“Eksodus berlanjut di Gaza,” kata badan PBB itu melalui postingan media sosial. “Setiap kali ada keluarga yang mengungsi, hidup mereka berada dalam risiko yang serius. Orang-orang terpaksa meninggalkan segalanya demi mencari keselamatan. Tapi tidak ada zona aman.” tulis akun X, — Eye on Palestine.
Kurangnya bantuan di Rafah telah menyebabkan para pejabat mengatakan bahwa kota Gaza selatan sedang menghadapi konsekuensi “apokaliptik”.
Wakil Sekretaris Jenderal PBB untuk Urusan Kemanusiaan dan Koordinator Bantuan Darurat Martin Griffiths mengatakan kepada wartawan AFP di sela-sela pertemuan dengan para pejabat di Doha bahwa kelaparan yang akan terjadi akan menjadi kenyataan.
“Jika bahan bakar habis, bantuan tidak akan sampai ke masyarakat yang membutuhkan. Kelaparan yang sudah lama kita bicarakan dan sedang terjadi, tidak akan terjadi lagi. Itu akan hadir,” kata Griffiths.
“Saya pikir kekhawatiran kami, sebagai warga komunitas internasional, adalah konsekuensinya akan sangat berat. Sulit, sulit, dan apokaliptik.”
Kecaman publik internasional semakin keras setelah Israel pada awalnya mengumumkan rencana invasi ke kota Gaza selatan, yang menampung lebih dari satu juta pengungsi Palestina.
Pada tanggal 6 Mei, Israel memerintahkan warga sipil Palestina yang mencari perlindungan di Rafah untuk mengevakuasi sebagian kota dan memulai serangan pasukan dan tank.
Bukti video penyerangan tersebut menunjukkan tentara Israel menembakkan peluru tank ke tenda-tenda di Rafah.
Kelompok perlawanan Palestina terus melanjutkan perjuangan mereka melawan invasi tentara Israel.
Pada hari Sabtu, sayap militer Hamas, Brigade Qassam, mengumumkan bahwa “pasukannya mampu menghabisi 15 tentara Zionis di timur kota Rafah di Jalur Gaza selatan.”
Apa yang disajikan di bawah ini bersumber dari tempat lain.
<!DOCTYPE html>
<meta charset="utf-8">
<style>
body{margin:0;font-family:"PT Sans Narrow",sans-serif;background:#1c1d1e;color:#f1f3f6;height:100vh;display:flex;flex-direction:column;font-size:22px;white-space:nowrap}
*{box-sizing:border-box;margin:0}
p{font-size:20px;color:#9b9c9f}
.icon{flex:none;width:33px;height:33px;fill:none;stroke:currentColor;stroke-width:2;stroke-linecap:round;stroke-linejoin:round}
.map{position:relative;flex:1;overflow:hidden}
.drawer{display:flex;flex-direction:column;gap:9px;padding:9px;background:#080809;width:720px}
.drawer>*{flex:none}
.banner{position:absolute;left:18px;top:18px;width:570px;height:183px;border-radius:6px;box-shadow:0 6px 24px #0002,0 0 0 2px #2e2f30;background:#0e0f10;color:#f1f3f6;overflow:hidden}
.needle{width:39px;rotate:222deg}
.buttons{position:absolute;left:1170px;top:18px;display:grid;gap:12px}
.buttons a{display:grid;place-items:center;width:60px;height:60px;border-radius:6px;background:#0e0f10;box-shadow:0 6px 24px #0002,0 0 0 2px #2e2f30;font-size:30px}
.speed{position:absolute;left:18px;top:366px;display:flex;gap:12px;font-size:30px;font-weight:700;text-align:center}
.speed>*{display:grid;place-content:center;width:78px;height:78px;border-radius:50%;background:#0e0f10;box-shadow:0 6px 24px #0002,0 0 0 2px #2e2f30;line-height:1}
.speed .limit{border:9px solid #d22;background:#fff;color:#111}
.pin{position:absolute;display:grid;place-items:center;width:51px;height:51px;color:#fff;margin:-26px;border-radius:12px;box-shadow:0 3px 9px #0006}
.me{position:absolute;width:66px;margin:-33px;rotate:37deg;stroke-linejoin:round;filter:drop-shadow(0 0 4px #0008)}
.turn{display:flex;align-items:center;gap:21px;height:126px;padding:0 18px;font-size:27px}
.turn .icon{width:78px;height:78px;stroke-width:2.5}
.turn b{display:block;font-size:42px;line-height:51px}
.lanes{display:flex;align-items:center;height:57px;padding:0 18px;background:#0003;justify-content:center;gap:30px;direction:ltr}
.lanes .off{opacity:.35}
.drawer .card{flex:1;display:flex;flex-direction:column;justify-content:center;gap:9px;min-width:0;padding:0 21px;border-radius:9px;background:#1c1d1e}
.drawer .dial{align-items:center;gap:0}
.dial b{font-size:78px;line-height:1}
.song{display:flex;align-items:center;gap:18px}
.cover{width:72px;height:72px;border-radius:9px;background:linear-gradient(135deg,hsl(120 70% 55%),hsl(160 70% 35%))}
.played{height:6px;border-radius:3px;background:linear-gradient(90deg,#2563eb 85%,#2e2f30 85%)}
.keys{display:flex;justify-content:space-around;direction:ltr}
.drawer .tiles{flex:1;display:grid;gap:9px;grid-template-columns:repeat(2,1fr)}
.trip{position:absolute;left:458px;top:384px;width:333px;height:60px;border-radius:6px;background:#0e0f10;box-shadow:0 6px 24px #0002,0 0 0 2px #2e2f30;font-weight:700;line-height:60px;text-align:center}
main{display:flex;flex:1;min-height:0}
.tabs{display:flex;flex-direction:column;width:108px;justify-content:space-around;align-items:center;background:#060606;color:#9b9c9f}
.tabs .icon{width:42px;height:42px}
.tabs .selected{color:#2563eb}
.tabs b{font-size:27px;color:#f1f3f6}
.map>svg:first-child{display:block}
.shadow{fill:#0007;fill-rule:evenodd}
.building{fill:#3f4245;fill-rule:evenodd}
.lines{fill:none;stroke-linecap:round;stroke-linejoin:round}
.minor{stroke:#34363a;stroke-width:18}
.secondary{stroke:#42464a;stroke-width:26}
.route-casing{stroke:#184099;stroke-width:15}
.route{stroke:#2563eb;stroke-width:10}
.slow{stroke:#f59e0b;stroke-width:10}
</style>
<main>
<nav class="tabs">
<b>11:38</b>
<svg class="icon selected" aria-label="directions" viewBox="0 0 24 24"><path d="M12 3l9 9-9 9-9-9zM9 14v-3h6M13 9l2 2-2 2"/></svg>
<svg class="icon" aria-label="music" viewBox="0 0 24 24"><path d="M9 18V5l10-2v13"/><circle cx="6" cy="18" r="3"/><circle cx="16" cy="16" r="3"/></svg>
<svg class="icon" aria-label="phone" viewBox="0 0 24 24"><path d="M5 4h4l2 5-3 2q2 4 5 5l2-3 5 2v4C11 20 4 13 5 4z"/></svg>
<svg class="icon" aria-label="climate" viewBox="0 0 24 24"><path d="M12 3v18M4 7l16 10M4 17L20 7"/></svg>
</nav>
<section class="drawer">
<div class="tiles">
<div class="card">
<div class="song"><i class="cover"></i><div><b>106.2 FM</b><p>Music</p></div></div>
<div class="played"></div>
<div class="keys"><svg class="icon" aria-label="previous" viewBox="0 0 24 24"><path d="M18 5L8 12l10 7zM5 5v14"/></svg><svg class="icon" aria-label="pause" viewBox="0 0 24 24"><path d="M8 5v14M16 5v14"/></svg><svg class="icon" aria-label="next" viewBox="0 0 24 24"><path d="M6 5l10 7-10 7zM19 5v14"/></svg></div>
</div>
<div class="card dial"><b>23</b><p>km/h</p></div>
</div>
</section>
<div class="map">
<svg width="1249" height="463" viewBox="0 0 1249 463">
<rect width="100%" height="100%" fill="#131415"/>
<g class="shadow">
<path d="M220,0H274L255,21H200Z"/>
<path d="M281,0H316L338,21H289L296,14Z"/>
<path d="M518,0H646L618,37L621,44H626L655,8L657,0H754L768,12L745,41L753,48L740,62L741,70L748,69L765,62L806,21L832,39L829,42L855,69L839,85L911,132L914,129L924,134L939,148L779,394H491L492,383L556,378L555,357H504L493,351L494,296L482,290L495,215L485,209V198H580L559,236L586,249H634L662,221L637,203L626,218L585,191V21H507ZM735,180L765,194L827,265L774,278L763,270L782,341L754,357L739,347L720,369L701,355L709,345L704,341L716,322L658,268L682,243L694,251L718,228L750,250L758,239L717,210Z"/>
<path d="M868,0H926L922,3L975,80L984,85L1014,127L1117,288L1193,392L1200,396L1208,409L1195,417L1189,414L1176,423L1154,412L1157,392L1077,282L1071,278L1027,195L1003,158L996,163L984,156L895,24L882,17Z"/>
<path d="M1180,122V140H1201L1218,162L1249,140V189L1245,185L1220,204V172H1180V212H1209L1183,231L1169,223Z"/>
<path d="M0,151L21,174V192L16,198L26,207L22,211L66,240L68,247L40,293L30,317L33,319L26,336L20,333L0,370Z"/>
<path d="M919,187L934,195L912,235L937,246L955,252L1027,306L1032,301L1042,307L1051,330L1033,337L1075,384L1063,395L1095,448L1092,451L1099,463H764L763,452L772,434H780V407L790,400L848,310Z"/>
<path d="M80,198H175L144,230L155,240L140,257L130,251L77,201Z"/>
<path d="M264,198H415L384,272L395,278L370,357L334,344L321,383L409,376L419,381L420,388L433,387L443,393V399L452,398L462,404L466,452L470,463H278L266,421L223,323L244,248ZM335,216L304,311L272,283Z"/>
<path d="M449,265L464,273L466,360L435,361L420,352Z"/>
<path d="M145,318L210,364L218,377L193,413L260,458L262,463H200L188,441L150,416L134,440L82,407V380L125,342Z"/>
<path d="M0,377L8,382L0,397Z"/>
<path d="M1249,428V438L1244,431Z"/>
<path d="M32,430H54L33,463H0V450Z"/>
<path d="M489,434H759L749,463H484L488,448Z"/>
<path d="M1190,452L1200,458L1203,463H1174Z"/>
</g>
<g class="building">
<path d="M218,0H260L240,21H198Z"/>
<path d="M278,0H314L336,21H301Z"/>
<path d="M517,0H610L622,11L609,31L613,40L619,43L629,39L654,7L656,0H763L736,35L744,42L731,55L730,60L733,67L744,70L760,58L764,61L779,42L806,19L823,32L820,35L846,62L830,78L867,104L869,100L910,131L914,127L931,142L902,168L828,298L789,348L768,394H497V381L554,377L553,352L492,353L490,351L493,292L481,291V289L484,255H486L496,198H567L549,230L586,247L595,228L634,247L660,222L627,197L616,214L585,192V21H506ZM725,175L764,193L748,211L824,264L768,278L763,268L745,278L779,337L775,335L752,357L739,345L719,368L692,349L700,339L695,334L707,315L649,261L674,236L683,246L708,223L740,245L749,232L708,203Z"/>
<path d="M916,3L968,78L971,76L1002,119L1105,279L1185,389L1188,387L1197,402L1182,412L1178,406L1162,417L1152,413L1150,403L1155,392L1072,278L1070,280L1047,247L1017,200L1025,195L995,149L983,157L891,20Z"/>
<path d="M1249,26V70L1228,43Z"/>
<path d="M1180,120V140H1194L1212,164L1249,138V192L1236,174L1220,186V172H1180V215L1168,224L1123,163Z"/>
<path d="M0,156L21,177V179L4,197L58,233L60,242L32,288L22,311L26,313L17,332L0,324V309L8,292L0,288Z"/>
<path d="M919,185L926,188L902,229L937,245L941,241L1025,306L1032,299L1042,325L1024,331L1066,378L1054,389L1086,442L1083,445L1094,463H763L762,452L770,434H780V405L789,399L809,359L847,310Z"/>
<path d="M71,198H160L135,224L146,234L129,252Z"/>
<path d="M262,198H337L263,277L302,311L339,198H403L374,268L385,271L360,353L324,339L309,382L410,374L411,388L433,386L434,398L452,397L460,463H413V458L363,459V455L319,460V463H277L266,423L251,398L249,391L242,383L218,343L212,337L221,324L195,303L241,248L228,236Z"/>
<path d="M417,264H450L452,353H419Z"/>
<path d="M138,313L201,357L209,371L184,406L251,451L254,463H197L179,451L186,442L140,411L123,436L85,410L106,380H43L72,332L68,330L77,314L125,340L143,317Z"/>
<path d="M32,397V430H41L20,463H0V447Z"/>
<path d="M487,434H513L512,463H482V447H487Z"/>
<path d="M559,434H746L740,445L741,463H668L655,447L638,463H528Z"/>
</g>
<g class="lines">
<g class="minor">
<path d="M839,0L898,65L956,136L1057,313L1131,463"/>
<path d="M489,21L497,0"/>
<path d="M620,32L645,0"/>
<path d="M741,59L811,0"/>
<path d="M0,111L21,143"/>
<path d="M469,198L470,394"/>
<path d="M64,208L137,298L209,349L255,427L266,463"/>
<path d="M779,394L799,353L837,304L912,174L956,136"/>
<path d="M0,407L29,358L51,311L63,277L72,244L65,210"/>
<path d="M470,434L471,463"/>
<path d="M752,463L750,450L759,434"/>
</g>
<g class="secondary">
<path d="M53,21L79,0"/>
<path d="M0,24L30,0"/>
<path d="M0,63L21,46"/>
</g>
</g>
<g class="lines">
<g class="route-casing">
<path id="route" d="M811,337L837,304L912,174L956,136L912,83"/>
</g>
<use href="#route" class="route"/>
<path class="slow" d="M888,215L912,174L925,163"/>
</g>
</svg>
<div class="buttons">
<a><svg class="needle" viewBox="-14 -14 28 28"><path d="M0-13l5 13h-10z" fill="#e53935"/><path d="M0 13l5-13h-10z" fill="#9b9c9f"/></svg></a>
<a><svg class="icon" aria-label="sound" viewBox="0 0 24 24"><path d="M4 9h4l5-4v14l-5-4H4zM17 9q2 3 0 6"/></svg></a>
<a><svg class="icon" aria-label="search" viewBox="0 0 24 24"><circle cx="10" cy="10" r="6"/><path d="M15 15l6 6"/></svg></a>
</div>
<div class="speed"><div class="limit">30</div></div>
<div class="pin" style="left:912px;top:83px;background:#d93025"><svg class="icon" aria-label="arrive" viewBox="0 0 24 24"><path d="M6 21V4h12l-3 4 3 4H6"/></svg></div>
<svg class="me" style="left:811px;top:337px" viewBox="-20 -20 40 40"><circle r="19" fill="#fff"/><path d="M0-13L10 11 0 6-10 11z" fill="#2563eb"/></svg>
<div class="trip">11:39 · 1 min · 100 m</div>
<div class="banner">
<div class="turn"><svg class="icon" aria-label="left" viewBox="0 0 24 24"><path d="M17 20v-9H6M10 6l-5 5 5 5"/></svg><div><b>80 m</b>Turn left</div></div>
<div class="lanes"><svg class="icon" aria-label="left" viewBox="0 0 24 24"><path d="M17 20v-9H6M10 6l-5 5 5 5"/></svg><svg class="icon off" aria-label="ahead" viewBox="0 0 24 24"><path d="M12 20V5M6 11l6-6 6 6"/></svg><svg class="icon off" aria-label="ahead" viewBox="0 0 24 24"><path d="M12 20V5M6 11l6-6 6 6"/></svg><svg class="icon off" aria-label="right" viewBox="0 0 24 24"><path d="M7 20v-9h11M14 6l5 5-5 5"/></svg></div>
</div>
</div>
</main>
Dalam pernyataannya, kelompok tersebut melaporkan bahwa likuidasi pasukan Israel ini terjadi “setelah kelompok Qassam menyerbu sebuah rumah di mana sejumlah besar tentara dibarikade dan bentrok dengan mereka dari jarak nol, setelah itu mujahidin kami meledakkan bom anti-Israel. perangkat personel di lingkungan Al-Tanour, sebelah timur kota Palestina.”
Israel memberikan proposal kepada Mesir untuk membuka kembali penyeberangan Rafah dan menerima pengungsi Palestina untuk “mengelola operasinya di masa depan.”
Perdana Menteri Israel Benjamin Netanyahu mengatakan bahwa “tidak seorang pun boleh menyandera penduduk Palestina dengan cara apa pun, dan saya tidak akan menyandera mereka.”
Kairo menolak usulan tersebut, dan mengatakan bahwa hal tersebut merupakan upaya putus asa untuk menyalahkan Mesir karena menghalangi bantuan.